Each line is a pretty printed closure with some location information. The line starts with the module the allocation originated from (this uses the same machinery as the -hi profiling mode) and is followed by the rendered closure. The closure on each line retains the closure above it. This stack indicates that there is a byte array consisting of 8 null bytes which is retained by something in GHC.Event.IntTable. Further reading the callstack suggests this is related to the GHC.Event.Manager module which is from the base libraries.

Inspecting the GHC.Event.IntTable module it can be seen that the pinned memory is used to keep track of the size of the table. You can see it’s the tabSize field because MallocPtr is a constructor for ForeignPtr.

newtype IntTable a = IntTable (IORef (IT a))

data IT a = IT { tabArr  :: {-# UNPACK #-} !(Arr (Bucket a))
               , tabSize :: {-# UNPACK #-} !(ForeignPtr Int)
               }

It was possible to keep track of the size without using pinned memory which led to #19171 and !4740. Thanks to Ben for offering a quick fix for this issue. Once the issue has been identified, and the usage of pinned memory eliminated then the fragmentation characteristics of the program improve.

For each pinned object it’s possible to see where the allocation arises from in a similar fashion. At this stage it’s easiest to perform an inspection by hand as the number of cases is not so large.

Conclusion

In this post we highlighted some of the high and low-level ways which ghc-debug can be used to analyse properties of the heap of your Haskell program.

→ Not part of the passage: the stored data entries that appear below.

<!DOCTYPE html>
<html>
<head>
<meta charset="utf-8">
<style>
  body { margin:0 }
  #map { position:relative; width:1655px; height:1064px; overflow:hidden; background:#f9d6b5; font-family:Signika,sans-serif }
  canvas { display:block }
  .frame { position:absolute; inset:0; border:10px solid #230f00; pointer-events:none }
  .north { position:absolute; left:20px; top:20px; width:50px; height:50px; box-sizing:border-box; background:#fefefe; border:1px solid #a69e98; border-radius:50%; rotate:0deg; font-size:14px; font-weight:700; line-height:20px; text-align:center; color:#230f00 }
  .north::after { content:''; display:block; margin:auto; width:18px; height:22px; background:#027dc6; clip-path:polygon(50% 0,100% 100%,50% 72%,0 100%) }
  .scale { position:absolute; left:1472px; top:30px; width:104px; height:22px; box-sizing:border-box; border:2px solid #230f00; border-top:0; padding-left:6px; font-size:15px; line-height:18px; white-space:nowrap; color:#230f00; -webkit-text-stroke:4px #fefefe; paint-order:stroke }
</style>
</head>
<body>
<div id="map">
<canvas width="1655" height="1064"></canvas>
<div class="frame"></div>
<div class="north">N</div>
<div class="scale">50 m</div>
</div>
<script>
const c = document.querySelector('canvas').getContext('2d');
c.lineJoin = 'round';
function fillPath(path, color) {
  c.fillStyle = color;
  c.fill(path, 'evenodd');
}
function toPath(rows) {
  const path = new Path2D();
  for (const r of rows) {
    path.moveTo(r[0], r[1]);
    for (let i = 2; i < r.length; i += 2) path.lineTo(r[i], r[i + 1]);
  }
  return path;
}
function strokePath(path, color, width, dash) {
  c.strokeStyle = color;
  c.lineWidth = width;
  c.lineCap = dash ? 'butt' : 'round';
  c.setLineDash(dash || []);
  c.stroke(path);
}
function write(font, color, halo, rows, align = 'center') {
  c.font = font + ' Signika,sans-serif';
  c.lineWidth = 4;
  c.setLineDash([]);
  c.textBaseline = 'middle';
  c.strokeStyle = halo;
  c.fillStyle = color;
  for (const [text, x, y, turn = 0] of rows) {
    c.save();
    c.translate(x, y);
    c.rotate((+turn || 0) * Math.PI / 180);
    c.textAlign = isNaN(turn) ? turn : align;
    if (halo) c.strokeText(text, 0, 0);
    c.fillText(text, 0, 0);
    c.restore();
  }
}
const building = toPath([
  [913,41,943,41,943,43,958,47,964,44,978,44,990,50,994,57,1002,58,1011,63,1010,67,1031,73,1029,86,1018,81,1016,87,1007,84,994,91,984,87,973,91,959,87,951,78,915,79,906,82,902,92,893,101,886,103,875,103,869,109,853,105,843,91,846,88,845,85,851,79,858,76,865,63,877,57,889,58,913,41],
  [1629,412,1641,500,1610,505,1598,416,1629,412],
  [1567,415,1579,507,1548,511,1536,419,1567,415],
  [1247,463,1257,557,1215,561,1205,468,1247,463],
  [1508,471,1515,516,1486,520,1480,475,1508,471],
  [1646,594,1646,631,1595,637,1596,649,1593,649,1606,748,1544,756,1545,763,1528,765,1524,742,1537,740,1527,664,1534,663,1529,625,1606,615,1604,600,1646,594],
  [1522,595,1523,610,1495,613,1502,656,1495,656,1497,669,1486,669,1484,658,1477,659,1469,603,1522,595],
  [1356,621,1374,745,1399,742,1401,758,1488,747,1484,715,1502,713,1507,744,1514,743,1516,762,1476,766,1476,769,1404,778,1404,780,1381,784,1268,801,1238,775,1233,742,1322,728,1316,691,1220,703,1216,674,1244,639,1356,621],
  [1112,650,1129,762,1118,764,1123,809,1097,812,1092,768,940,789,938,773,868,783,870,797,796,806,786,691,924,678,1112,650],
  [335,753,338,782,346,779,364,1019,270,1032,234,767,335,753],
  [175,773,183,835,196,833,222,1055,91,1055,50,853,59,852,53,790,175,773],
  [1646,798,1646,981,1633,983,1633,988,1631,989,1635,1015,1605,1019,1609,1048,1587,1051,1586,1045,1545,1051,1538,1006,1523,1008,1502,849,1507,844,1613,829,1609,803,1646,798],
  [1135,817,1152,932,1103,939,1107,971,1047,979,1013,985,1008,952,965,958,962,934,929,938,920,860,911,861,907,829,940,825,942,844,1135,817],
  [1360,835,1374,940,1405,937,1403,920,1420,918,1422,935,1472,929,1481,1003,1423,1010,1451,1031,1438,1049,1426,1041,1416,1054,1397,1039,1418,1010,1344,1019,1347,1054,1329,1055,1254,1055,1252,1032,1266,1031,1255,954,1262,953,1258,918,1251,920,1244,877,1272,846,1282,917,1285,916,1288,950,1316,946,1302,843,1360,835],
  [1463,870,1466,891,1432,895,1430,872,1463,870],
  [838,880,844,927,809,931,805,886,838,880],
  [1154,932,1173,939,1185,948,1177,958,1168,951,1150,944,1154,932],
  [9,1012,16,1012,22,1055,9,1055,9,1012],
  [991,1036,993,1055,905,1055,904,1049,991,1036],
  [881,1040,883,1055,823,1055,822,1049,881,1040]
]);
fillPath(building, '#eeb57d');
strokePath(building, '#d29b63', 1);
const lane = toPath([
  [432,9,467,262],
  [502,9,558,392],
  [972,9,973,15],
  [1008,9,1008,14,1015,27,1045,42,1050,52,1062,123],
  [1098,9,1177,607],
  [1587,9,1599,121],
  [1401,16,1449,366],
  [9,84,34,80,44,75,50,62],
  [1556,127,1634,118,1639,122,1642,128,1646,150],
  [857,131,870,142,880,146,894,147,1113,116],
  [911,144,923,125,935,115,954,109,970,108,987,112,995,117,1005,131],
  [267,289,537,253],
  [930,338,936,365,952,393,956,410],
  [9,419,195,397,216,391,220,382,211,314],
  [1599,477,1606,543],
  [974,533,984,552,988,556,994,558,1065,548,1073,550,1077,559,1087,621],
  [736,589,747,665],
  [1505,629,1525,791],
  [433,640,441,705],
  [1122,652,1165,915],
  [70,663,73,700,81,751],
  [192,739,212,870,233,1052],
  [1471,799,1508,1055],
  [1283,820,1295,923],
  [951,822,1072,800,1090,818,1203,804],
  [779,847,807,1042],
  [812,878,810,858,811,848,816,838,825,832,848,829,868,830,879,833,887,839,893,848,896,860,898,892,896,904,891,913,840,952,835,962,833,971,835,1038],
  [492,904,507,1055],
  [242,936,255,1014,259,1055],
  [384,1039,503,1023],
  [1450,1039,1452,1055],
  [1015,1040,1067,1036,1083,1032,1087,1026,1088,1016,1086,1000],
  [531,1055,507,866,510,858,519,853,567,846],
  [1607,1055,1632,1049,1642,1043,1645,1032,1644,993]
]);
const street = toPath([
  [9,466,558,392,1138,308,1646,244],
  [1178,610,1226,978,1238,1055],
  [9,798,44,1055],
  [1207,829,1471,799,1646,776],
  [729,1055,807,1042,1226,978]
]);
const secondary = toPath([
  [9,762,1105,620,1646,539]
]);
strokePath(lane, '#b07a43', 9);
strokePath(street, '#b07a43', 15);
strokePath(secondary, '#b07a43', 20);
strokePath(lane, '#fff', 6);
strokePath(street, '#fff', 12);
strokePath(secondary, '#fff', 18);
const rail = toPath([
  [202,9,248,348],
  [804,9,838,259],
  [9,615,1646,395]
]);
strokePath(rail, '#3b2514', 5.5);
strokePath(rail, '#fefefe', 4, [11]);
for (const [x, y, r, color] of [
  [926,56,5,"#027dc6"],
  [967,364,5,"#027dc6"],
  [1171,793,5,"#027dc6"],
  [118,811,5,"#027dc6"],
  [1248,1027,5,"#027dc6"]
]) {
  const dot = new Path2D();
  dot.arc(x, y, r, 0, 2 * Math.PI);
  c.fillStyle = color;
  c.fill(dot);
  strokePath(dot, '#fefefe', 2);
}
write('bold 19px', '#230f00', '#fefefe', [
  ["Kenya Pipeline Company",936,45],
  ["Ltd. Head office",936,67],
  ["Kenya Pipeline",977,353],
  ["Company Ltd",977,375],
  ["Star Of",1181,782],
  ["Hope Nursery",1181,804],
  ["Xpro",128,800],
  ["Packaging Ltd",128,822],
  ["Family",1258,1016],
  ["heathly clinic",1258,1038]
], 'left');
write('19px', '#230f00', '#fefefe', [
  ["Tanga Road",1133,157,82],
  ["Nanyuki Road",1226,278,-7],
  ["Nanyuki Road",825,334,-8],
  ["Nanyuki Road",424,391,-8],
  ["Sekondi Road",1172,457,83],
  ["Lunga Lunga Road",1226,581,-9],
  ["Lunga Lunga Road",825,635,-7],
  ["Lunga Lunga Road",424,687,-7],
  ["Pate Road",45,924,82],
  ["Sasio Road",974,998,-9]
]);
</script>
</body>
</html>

The real strength of the library is being able to quickly answer any particular questions you have yourself about your own application. It is quick and cheap to write your own analysis scripts which will answer complicated questions regarding memory usage.

To highlight the capabilities of the library we have implemented a collection of other analysis modes. These are available in the ghc-debug-client library.

Several heap census modes inspired by GHC’s built-in heap profiling. ghc-debug makes it easy to tweak the census to suit your needs, for example, we have implemented a two-level version of the -hT profile which allows you to distinguish between lists of different types in the census.
A “thunk analysis” mode which performs a census just of thunk closures from specific roots. This can be useful to inspect if there are any thunks in data structures for example. It is more automatic compared to using nothunks and doesn’t require any instrumentation of your existing code. (#19156, #19201)
An analysis which detects identical duplicated objects on the heap which could be shared. This led to a number of GHC tickets (#17292, #19190, #19194).
An implementation of the paper: Cork: Dynamic Memory Leak Detection for Garbage-Collected Languages.
Many more domain specific analysis scripts for analysing problems in GHC, ghcide and graphql-engine which have uncovered previously hard to find problems.

The library is open-source and can be found on GHC’s gitlab server. It’s possible to try today using a suitably patched version of GHC. We hope that the library will be widely available to be used in GHC 9.2 subject to the remaining few patches getting merged.